Confocal microscopy introduces so-called z-drop artifacts during volume data acquisition due to light absorption by slices. As a result, the average intensity in lower slices tends to be decreased. To correct the intensity attenuation, we adjusted the average intensity in each slice by multiplying by an exponential function j = a x EXP[ -b x (N - 1 - n) / (N - 1) ]where a and b are user-defined parameters tunable based on the number of slices N, and n is the slice index ranging from 0, the highest slice, to (N - 1), the lowest slice. We chose a = 1.05 and b = 0.15 to correct the aforementioned data.
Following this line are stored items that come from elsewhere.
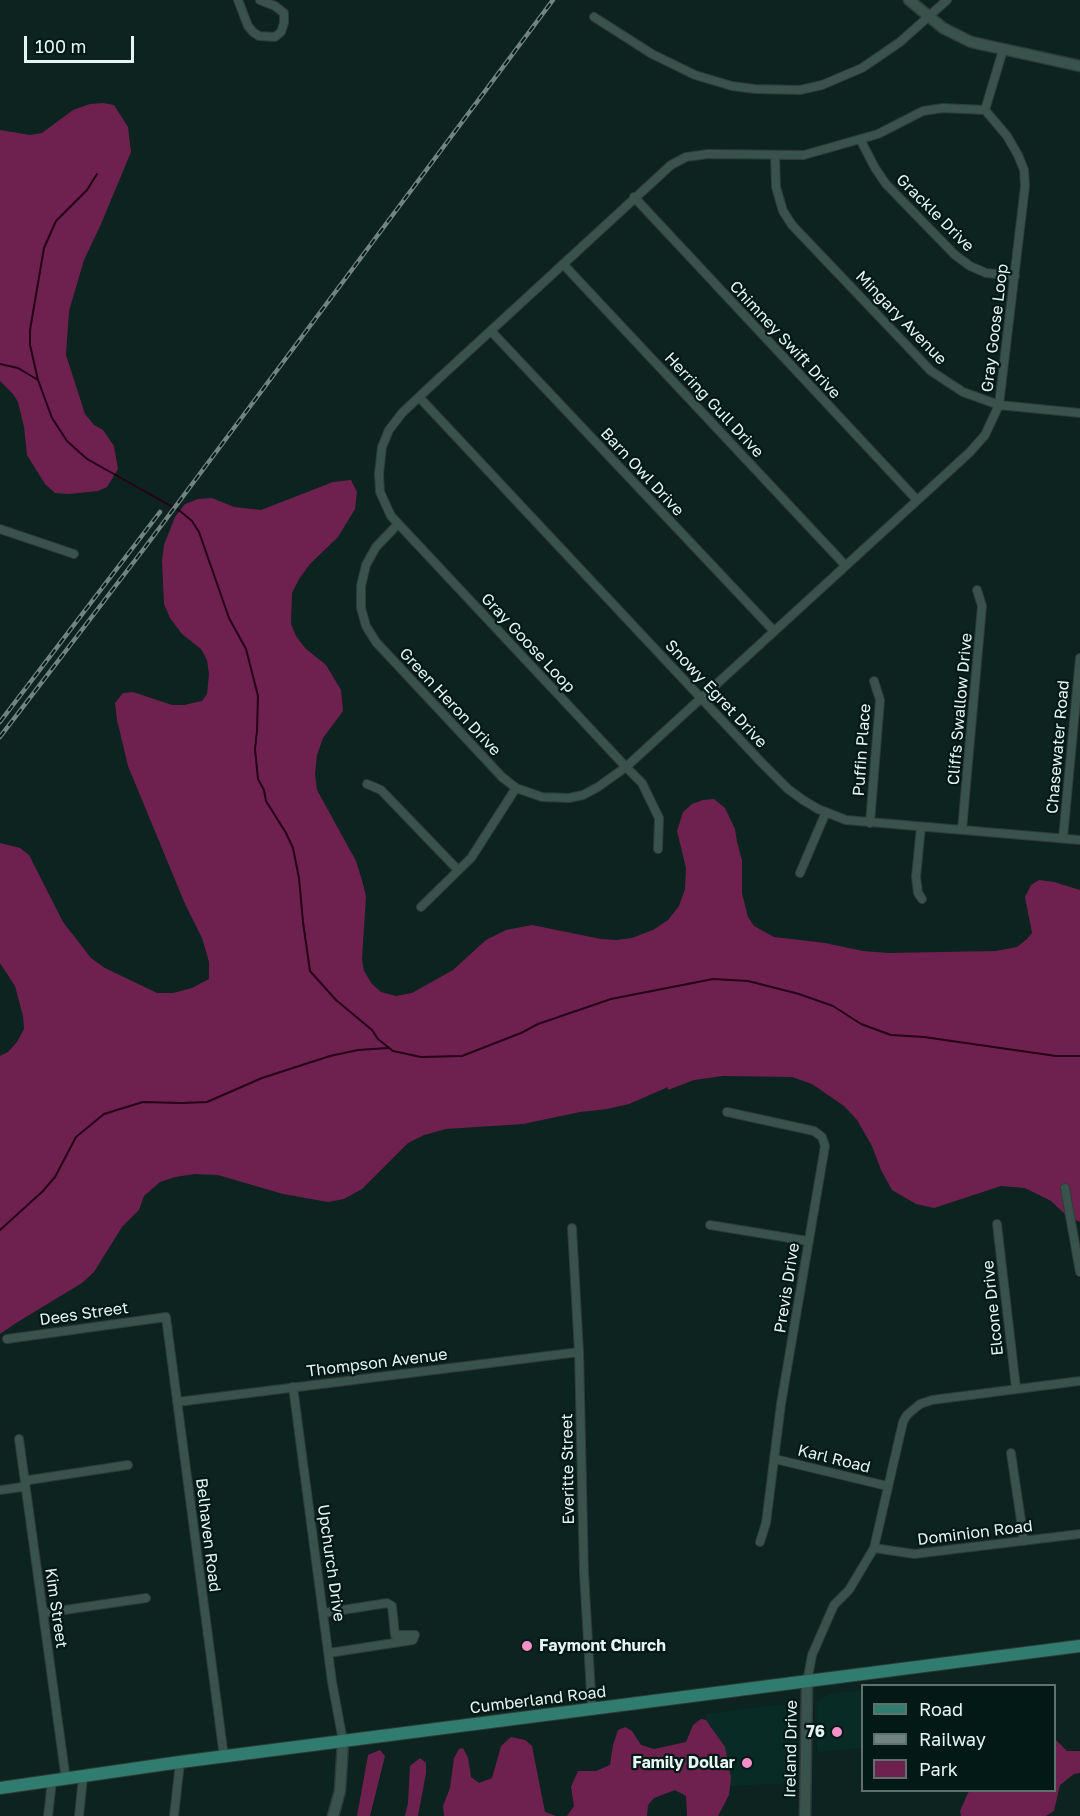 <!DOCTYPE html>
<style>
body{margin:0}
#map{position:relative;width:1080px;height:1816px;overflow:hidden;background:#0c231f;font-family:"Golos Text",sans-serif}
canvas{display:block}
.legend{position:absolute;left:861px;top:1684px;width:195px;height:108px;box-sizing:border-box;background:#031915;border:2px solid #5e716d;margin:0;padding:8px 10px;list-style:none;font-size:18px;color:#e7f5f2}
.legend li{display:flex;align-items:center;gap:12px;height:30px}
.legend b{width:30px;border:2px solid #5e716d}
.scale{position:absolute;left:24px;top:36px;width:110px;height:27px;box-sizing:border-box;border:3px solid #e7f5f2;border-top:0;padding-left:8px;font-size:18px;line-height:21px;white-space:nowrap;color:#e7f5f2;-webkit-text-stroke:4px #031915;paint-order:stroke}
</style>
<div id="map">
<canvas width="1080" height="1816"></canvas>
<ul class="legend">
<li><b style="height:8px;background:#307d6f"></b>Road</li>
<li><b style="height:8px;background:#728481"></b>Railway</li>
<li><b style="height:16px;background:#6e214f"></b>Park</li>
</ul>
<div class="scale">100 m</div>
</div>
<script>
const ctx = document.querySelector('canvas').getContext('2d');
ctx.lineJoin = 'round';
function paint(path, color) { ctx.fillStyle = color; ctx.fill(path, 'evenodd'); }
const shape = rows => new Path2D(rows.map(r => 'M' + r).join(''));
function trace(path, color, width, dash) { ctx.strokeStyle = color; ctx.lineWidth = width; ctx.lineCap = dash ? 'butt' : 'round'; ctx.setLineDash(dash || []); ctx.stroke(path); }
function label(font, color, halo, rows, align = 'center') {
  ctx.font = font + ' "Golos Text",sans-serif'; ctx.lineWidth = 4.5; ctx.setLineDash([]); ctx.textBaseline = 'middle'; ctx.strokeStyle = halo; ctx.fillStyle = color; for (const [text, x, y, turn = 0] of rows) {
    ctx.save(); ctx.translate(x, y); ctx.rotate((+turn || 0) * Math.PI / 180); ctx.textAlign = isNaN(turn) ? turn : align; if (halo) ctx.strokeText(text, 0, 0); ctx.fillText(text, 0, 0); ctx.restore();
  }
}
paint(shape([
 [862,1690,862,1748,817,1752,816,1701,830,1694],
 [781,1704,792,1709,796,1715,796,1783,730,1786,714,1730,706,1720,706,1714]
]), '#082b25');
paint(shape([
 [103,103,114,105,128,127,131,152,101,224,84,260,69,311,66,355,85,414,94,425,103,430,114,446,118,469,107,487,98,491,69,494,55,493,45,484,27,455,24,427,18,402,13,394,0,381,0,130,30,135,42,133,73,110,90,104],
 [351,480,357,492,355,509,338,537,310,564,299,579,292,593,291,624,296,636,305,648,326,665,341,690,343,711,323,738,317,755,315,774,317,790,356,861,362,880,366,897,362,959,364,971,372,984,381,992,396,996,412,993,453,970,486,940,506,930,532,925,601,939,617,940,632,938,653,930,668,920,679,906,685,889,686,868,677,831,683,812,692,804,703,800,714,799,725,808,735,829,737,842,742,860,742,893,748,917,754,926,774,937,825,943,863,951,889,953,996,951,1017,947,1027,939,1032,933,1025,897,1031,885,1039,880,1054,882,1080,890,1080,1222,1066,1215,1051,1201,1025,1188,1001,1186,934,1208,916,1204,892,1190,881,1170,872,1146,857,1120,844,1106,812,1084,792,1077,723,1076,694,1080,668,1090,668,1087,629,1104,607,1109,580,1112,523,1124,446,1129,424,1135,408,1143,362,1189,344,1199,328,1202,283,1194,218,1175,195,1174,175,1177,160,1182,144,1196,139,1210,122,1227,94,1272,82,1283,16,1323,0,1334,0,1056,8,1052,17,1042,24,1029,23,1016,15,986,0,963,0,843,20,848,29,855,63,922,91,958,105,968,157,993,173,993,192,988,209,979,209,962,202,938,185,904,128,766,117,720,115,703,123,693,133,692,172,705,184,705,202,701,207,694,209,674,207,660,201,649,182,634,170,618,164,604,162,561,164,545,175,517,185,504,198,499,212,498,234,507,261,510,333,482],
 [701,1719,706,1720,725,1747,731,1778,729,1795,718,1816,687,1816,686,1796,675,1790,654,1798,648,1805,647,1816,567,1816,574,1806,571,1787,578,1771,596,1771,610,1765,613,1745,618,1730,625,1727,632,1731,641,1745,654,1749,686,1742,693,1725],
 [1055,1732,1056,1740,1067,1751,1080,1751,1080,1773,1074,1774,1060,1785,1054,1811,1046,1816,961,1816,960,1811,969,1791,1054,1790],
 [511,1737,525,1740,532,1746,545,1812,556,1816,444,1816,443,1806,450,1788,454,1758,459,1749,463,1748,468,1758,471,1777,479,1783,492,1778,501,1746],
 [380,1750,385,1756,370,1816,357,1816,368,1755],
 [420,1758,426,1763,426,1773,418,1816,405,1816,408,1803,410,1766]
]), '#6e214f');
trace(shape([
 [97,174,87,190,56,221,44,248,30,330,30,345,38,380,52,418,67,441,87,459,180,511,192,521,199,532,229,618,246,649,258,696,257,731,255,749,258,779,264,790,266,801,286,833,293,848,299,878,303,922,310,971,336,1000,372,1030,378,1039,393,1051,421,1057,462,1056,521,1033,538,1024,611,999,713,979,748,981,799,994,833,1006,861,1024,891,1035,924,1037,1056,1056,1080,1056],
 [0,364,18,368,38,380],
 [0,1230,43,1191,55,1177,76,1137,104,1114,143,1102,182,1103,207,1102,262,1078,330,1056,358,1050,388,1048]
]), '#260017', 2);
const street = shape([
 [238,0,248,26,253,32,259,36,275,37,281,32,284,23,284,13,275,6,260,0],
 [594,17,652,54,695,75,732,86,755,89,800,90,822,85,862,68,900,42,947,0],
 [985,110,1007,136,1018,155,1024,170,1025,186,999,405,985,435,970,452,626,767,391,516,380,492,379,474,382,447,389,430,402,413,435,382,671,165,686,157,708,154,804,155,878,134,923,111,943,108,985,110,1003,50],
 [860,139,875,168,886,184,955,255,970,266,986,273,1015,276],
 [775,155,776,187,783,211,792,225,931,371,963,392,999,405,1080,413],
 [634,197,917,500],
 [563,264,845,565],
 [491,331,774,631],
 [419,397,760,761,788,789,803,800,818,809,846,820,1080,840],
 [398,524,376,547,366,565,361,586,361,608,366,626,376,642,502,777,516,788,542,797,569,798,583,795,598,787,626,767,642,783,659,818,658,849],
 [0,529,74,554],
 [367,784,381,790,458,870],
 [870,823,880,700,874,681],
 [921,827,916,877,918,893,922,899],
 [962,830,982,606,977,590],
 [1063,838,1080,658],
 [800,873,826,812],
 [421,907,471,858,516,788],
 [727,1112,814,1131,822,1137,825,1146,781,1404,766,1523,760,1542],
 [1065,1188,1080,1272],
 [997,1224,1016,1388],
 [710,1225,808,1241],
 [572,1228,579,1352,584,1573,592,1710],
 [7,1339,166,1317,224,1757],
 [293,1387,332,1682,343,1741],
 [177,1402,579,1352],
 [19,1439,66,1780],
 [1011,1453,1024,1541],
 [775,1459,887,1486],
 [0,1490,22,1487,29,1480,128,1465],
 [874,1548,914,1554,1080,1534],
 [44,1613,146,1598],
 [324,1613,387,1603,392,1606,395,1635,415,1635,413,1640,329,1653],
 [807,1682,812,1655,834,1605,849,1590,874,1548,903,1422,907,1415,920,1404,932,1400,1080,1381],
 [48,1816,52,1781],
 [79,1816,83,1777],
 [174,1816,180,1762]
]);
const secondary = shape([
 [909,0,943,28,971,42,1080,66],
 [333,1816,340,1791,343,1741],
 [805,1816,807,1682]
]);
const primary = shape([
 [0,1788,180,1762,1080,1646]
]);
trace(street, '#2e3b38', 10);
trace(secondary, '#2e3b38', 13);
trace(primary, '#2e3b38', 14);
trace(street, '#3a524c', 8);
trace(secondary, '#3a524c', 10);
trace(primary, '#307d6f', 12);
const rail = shape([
 [0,722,160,512],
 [0,737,146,546,553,0]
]);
trace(rail, '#728481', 4.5);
trace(rail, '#031915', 2, [7]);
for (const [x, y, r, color] of [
 [527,1646,6,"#f98fc8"],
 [837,1732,6,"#f98fc8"],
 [747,1763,6,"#f98fc8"]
]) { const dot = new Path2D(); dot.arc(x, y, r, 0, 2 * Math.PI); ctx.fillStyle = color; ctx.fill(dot); trace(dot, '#031915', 2); }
label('16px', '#e7f5f2', '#031915', [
 ["Grackle Drive",935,213,45],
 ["Mingary Avenue",901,318,46],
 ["Gray Goose Loop",995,328,-83],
 ["Chimney Swift Drive",785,340,47],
 ["Herring Gull Drive",714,405,47],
 ["Barn Owl Drive",642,472,47],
 ["Gray Goose Loop",528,643,47],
 ["Snowy Egret Drive",716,694,47],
 ["Green Heron Drive",450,702,47],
 ["Cliffs Swallow Drive",960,709,-85],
 ["Chasewater Road",1058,747,-85],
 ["Puffin Place",862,750,-86],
 ["Previs Drive",787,1288,-81],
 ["Elcone Drive",993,1308,-96],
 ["Dees Street",84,1314,-8],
 ["Thompson Avenue",377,1363,-7],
 ["Karl Road",834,1459,14],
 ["Everitte Street",568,1469,-91],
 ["Dominion Road",975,1533,-7],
 ["Belhaven Road",208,1535,83],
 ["Upchurch Drive",331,1563,82],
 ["Kim Street",56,1608,82],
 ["Cumberland Road",538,1700,-7],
 ["Ireland Drive",791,1749,-89]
]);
label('bold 16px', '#e7f5f2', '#031915', [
 ["Faymont Church",539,1646,"left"],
 ["76",825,1732],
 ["Family Dollar",735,1763]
], 'right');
</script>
The raw volume data was first quickly displayed using a projection view, which shows three orthogonal slice images generated by projecting the maximum (or average) values through the volume in the x, y, and z directions, respectively, and color-mapping the resulting values, i.e., by axis-aligned Maximum Intensity Projection (MIP). The Region of Interest (ROI) was then easily located based on the sketch patterns to visually prune blank surrounding regions in the data pre-processing stage, which reduced the computational workload for an increased rendering speed.

 
HYBRID RENDERING
To provide strong spatial-correlation cuing, the cropped volume data was visualized in four separate views with the same viewing settings, three of which allow the biologists to investigate individual channels while the fourth provides a combined view. In this way, the biologists easily noticed the interaction between GCR1 (color-mapped to green) and GCR2 (color-mapped to yellow) that are surrounded by channel 2 (color-mapped to red). Fig. 2 and Fig. 3 show four images generated using iso-surface extraction and volume rendering, respectively. Iso-surface extraction is good at representing region boundaries using crisp surfaces while volume rendering is well suited for displaying dense volumes using visually pleasing translucent clouds. We thus incorporated these two techniques to obtain hybrid rendering to display clear-cut protein boundaries and amorphous interior materials in the same view volume. Our observation is that hybrid rendering can effectively highlight certain parts as the focus while retaining other parts as the context, which helped the biologists gain a clear view and intuitive comprehension of the spatial relationship between different objects. Fig. 4 shows four images with the channels highlighted in different combinations.
 
Figure 2: Iso-surfaces extracted from channel #1 (GCR1: top-left), channel #2 (DIC: top-right), and channel #3 (GCR2: bottom-left). All the iso-surfaces are displayed in the bottom-right view.
Figure 3: Volume rendering of channel #1 (GCR1: top-left), channel #2 (DIC: top-right), and channel #3 (GCR2: bottom-left). All the channels are volume rendered in the bottom-right view.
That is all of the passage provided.